[[ Record set, beginning ]]
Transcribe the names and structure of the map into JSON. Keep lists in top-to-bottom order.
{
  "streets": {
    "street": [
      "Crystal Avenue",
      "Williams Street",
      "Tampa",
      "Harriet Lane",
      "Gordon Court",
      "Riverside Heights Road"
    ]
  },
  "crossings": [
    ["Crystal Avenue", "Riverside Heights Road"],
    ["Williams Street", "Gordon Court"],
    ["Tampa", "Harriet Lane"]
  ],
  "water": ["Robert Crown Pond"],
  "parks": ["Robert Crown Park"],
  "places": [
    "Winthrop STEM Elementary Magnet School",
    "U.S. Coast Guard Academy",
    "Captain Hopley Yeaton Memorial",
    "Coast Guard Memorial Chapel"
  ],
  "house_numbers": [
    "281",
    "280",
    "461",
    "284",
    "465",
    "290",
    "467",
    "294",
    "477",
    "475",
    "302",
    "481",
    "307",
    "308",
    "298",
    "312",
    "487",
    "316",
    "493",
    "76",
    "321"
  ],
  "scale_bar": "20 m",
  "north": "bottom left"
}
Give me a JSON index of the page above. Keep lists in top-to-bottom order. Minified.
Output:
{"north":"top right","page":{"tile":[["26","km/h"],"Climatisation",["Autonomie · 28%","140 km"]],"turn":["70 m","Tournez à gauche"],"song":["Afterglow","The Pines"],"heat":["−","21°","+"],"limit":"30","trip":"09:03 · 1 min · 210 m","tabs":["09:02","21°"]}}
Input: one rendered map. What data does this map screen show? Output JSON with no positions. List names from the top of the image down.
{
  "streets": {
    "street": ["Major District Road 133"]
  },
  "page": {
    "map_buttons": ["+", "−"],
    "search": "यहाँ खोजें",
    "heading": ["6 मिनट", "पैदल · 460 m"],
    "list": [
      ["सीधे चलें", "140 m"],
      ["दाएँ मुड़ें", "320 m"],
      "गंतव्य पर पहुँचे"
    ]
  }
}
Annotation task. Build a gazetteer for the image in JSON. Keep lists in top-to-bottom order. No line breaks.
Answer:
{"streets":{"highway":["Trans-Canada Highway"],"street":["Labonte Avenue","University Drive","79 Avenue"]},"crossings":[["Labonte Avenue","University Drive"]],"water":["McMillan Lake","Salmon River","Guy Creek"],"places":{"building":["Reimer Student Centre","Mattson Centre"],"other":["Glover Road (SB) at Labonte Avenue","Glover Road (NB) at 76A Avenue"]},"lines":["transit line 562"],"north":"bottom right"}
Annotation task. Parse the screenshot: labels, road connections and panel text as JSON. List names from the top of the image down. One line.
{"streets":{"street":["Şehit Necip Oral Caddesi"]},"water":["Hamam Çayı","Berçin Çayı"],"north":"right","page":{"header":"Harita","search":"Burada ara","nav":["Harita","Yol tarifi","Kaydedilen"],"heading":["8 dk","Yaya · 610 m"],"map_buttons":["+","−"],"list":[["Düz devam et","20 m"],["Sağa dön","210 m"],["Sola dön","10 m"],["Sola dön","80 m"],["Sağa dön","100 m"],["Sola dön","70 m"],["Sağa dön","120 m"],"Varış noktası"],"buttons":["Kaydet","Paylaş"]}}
[[ Record set, end ]]
### Work item
Output the records once more, exactly as they stand.

### Output below
Transcribe the names and structure of the map into JSON. Keep lists in top-to-bottom order.
{
  "streets": {
    "street": [
      "Crystal Avenue",
      "Williams Street",
      "Tampa",
      "Harriet Lane",
      "Gordon Court",
      "Riverside Heights Road"
    ]
  },
  "crossings": [
    ["Crystal Avenue", "Riverside Heights Road"],
    ["Williams Street", "Gordon Court"],
    ["Tampa", "Harriet Lane"]
  ],
  "water": ["Robert Crown Pond"],
  "parks": ["Robert Crown Park"],
  "places": [
    "Winthrop STEM Elementary Magnet School",
    "U.S. Coast Guard Academy",
    "Captain Hopley Yeaton Memorial",
    "Coast Guard Memorial Chapel"
  ],
  "house_numbers": [
    "281",
    "280",
    "461",
    "284",
    "465",
    "290",
    "467",
    "294",
    "477",
    "475",
    "302",
    "481",
    "307",
    "308",
    "298",
    "312",
    "487",
    "316",
    "493",
    "76",
    "321"
  ],
  "scale_bar": "20 m",
  "north": "bottom left"
}
Give me a JSON index of the page above. Keep lists in top-to-bottom order. Minified.
Output:
{"north":"top right","page":{"tile":[["26","km/h"],"Climatisation",["Autonomie · 28%","140 km"]],"turn":["70 m","Tournez à gauche"],"song":["Afterglow","The Pines"],"heat":["−","21°","+"],"limit":"30","trip":"09:03 · 1 min · 210 m","tabs":["09:02","21°"]}}
Input: one rendered map. What data does this map screen show? Output JSON with no positions. List names from the top of the image down.
{
  "streets": {
    "street": ["Major District Road 133"]
  },
  "page": {
    "map_buttons": ["+", "−"],
    "search": "यहाँ खोजें",
    "heading": ["6 मिनट", "पैदल · 460 m"],
    "list": [
      ["सीधे चलें", "140 m"],
      ["दाएँ मुड़ें", "320 m"],
      "गंतव्य पर पहुँचे"
    ]
  }
}
Annotation task. Build a gazetteer for the image in JSON. Keep lists in top-to-bottom order. No line breaks.
Answer:
{"streets":{"highway":["Trans-Canada Highway"],"street":["Labonte Avenue","University Drive","79 Avenue"]},"crossings":[["Labonte Avenue","University Drive"]],"water":["McMillan Lake","Salmon River","Guy Creek"],"places":{"building":["Reimer Student Centre","Mattson Centre"],"other":["Glover Road (SB) at Labonte Avenue","Glover Road (NB) at 76A Avenue"]},"lines":["transit line 562"],"north":"bottom right"}
Annotation task. Parse the screenshot: labels, road connections and panel text as JSON. List names from the top of the image down. One line.
{"streets":{"street":["Şehit Necip Oral Caddesi"]},"water":["Hamam Çayı","Berçin Çayı"],"north":"right","page":{"header":"Harita","search":"Burada ara","nav":["Harita","Yol tarifi","Kaydedilen"],"heading":["8 dk","Yaya · 610 m"],"map_buttons":["+","−"],"list":[["Düz devam et","20 m"],["Sağa dön","210 m"],["Sola dön","10 m"],["Sola dön","80 m"],["Sağa dön","100 m"],["Sola dön","70 m"],["Sağa dön","120 m"],"Varış noktası"],"buttons":["Kaydet","Paylaş"]}}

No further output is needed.